* Work item: Only the first line of the listing and the lines after it, up to and including the one containing "2px #444) drop-shadow(0", should be retyped exactly.

● ● ● ●

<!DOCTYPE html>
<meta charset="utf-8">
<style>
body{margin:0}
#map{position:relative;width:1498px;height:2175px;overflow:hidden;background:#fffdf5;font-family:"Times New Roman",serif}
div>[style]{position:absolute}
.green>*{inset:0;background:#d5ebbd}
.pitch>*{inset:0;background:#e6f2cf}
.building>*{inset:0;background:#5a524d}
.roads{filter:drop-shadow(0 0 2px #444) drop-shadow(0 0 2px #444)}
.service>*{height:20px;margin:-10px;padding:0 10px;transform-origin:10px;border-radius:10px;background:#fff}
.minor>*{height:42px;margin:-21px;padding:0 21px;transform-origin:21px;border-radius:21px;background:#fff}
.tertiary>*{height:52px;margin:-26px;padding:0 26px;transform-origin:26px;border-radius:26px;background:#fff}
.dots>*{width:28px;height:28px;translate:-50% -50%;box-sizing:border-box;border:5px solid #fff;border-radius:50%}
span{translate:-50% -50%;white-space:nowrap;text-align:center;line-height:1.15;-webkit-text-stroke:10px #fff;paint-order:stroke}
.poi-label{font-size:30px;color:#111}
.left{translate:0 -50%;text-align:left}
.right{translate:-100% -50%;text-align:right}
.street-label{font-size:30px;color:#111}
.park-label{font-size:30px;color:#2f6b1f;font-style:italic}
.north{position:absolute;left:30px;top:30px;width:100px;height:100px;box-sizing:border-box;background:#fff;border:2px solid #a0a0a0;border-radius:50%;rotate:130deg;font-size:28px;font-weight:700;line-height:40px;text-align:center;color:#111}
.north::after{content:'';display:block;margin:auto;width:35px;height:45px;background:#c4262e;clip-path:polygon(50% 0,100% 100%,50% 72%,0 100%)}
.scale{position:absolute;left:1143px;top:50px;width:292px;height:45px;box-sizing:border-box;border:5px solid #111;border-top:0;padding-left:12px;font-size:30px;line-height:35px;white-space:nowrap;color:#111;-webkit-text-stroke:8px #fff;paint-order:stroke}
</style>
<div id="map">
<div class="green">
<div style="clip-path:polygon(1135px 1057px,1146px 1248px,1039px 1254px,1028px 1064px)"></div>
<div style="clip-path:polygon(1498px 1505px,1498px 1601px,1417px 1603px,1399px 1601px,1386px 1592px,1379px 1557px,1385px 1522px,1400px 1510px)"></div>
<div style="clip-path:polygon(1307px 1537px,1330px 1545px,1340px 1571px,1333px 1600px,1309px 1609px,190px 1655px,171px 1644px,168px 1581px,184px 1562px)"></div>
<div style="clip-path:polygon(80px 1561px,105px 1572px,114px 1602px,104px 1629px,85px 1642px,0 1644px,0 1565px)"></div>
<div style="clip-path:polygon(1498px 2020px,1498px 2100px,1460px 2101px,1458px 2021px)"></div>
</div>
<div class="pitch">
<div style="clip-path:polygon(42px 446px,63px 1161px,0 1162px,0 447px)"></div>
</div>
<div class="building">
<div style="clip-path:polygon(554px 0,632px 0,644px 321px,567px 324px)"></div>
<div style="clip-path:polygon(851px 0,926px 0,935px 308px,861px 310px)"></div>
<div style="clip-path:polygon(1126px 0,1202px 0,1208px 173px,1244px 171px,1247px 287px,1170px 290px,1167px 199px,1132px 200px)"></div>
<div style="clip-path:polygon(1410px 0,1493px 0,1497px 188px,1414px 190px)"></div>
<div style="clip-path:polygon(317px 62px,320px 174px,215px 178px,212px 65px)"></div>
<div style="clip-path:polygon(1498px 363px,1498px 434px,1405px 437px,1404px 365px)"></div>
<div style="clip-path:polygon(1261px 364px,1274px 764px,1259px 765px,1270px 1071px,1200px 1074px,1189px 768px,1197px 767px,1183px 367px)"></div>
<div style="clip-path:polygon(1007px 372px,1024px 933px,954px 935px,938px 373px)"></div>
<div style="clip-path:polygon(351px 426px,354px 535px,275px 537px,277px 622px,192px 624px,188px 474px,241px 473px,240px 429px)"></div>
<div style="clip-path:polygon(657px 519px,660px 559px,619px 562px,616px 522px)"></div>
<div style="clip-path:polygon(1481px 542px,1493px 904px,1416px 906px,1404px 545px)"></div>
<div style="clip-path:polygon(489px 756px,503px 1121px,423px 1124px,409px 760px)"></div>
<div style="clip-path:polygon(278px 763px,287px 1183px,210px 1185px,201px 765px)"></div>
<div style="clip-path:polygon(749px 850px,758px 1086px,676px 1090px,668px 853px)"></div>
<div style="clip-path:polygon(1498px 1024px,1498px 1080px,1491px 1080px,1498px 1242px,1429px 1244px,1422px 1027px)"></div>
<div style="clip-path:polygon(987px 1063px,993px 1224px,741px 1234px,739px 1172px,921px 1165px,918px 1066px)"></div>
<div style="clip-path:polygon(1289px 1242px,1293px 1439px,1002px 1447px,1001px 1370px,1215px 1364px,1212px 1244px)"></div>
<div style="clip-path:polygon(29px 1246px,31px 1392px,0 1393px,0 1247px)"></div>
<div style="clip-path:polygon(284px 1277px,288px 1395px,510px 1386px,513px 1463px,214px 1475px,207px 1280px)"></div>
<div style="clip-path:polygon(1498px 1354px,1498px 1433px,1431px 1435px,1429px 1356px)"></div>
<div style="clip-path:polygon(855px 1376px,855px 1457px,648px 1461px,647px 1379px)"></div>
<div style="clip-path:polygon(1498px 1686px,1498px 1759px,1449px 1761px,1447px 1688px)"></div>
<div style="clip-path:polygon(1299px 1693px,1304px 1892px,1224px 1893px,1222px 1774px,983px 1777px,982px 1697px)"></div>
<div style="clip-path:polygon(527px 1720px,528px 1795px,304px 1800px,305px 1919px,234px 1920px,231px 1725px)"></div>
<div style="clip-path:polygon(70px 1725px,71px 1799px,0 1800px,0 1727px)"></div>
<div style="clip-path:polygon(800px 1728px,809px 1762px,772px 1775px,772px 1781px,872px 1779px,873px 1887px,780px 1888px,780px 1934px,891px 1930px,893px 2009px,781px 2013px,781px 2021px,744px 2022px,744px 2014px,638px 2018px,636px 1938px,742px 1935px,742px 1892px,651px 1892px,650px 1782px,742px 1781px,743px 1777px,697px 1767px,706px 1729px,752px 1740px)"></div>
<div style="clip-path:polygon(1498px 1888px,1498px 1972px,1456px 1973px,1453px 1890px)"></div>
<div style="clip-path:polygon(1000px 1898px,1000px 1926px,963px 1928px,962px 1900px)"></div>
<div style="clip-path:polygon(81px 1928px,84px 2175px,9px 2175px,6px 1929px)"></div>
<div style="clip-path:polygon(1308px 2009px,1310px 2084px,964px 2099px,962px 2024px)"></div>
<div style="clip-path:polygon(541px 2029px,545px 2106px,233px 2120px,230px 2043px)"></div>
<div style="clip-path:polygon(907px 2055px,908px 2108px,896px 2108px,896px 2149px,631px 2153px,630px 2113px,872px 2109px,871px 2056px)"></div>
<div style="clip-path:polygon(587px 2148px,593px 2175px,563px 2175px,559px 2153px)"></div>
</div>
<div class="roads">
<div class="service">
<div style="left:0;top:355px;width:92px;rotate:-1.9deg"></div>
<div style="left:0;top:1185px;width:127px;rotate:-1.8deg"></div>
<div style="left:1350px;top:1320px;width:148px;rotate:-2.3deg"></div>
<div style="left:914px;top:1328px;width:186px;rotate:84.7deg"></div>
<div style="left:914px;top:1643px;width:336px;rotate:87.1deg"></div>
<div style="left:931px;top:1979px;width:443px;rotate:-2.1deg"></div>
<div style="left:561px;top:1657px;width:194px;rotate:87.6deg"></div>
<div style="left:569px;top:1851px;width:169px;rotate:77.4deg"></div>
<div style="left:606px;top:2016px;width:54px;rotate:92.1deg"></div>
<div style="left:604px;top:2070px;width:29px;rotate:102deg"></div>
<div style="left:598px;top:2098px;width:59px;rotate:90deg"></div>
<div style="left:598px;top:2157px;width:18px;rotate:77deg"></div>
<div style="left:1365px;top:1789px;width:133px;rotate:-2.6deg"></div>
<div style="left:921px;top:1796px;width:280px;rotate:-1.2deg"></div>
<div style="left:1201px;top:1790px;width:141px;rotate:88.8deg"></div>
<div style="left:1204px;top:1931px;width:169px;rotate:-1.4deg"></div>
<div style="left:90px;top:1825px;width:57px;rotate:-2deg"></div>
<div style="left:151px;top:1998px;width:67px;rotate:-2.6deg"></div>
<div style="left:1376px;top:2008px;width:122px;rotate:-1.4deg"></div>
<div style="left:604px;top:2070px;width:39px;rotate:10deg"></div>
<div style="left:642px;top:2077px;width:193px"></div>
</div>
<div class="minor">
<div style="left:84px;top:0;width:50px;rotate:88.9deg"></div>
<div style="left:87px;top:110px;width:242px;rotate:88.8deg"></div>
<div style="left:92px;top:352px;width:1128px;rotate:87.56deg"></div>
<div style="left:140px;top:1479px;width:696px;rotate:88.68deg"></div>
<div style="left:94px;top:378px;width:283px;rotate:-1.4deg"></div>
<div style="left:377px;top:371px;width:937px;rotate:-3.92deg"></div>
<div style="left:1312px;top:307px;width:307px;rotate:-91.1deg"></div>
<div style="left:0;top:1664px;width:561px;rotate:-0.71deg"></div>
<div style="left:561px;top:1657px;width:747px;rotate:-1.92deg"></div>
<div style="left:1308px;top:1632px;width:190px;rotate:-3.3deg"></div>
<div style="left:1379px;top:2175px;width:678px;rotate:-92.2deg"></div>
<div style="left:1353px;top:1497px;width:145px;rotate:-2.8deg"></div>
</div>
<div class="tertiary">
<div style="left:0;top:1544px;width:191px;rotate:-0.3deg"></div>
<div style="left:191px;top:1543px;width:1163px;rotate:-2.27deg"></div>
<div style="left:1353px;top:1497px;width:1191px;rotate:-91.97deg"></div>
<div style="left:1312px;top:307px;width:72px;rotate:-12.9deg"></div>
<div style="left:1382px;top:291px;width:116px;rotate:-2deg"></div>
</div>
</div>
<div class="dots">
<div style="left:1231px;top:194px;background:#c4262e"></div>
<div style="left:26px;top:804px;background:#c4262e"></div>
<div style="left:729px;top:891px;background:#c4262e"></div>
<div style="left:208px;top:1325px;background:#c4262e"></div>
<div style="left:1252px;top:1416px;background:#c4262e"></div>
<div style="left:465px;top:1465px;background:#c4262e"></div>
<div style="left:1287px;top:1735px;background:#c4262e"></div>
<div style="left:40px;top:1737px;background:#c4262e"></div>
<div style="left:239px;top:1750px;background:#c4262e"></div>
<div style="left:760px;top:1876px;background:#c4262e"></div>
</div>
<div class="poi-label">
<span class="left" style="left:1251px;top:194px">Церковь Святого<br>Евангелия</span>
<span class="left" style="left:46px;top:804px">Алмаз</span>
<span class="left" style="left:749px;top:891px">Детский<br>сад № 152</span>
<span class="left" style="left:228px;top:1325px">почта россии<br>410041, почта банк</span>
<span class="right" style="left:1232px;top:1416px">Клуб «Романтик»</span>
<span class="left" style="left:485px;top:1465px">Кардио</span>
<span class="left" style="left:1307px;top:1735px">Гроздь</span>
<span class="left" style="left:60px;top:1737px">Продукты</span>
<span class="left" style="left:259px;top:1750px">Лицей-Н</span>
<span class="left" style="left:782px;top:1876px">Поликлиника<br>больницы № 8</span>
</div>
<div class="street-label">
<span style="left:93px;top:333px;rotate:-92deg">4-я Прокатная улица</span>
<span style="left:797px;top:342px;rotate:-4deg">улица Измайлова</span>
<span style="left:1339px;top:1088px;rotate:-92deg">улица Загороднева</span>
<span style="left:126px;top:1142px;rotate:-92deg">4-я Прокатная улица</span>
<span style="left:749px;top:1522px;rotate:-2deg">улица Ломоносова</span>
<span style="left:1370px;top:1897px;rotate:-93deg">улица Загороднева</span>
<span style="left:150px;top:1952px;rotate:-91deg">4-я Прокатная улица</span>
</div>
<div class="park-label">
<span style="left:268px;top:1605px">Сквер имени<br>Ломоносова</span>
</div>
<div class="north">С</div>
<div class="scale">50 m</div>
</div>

● ● ● ●

* Result of this task:
<!DOCTYPE html>
<meta charset="utf-8">
<style>
body{margin:0}
#map{position:relative;width:1498px;height:2175px;overflow:hidden;background:#fffdf5;font-family:"Times New Roman",serif}
div>[style]{position:absolute}
.green>*{inset:0;background:#d5ebbd}
.pitch>*{inset:0;background:#e6f2cf}
.building>*{inset:0;background:#5a524d}
.roads{filter:drop-shadow(0 0 2px #444) drop-shadow(0 0 2px #444)}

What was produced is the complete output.